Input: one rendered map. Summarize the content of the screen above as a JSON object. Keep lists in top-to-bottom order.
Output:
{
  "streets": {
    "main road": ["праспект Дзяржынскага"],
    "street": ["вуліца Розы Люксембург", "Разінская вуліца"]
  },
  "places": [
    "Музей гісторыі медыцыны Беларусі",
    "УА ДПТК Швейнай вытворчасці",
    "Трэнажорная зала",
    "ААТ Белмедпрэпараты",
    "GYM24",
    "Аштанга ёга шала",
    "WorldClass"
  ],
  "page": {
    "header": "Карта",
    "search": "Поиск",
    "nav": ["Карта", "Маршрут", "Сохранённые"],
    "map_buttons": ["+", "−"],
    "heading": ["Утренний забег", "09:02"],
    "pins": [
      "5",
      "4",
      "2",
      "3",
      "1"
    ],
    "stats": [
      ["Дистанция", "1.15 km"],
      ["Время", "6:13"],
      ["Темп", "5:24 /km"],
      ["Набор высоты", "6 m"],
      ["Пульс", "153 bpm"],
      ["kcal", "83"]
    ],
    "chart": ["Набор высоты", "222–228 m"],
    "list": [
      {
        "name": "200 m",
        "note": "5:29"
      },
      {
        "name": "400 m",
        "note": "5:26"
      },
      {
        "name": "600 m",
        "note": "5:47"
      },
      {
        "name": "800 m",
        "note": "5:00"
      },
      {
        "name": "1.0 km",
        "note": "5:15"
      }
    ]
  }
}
# # #
■ Task to carry out ■
From the listing above, copy all lines holding the word "Карта".

■ Result below ■
    "header": "Карта",
    "nav": ["Карта", "Маршрут", "Сохранённые"],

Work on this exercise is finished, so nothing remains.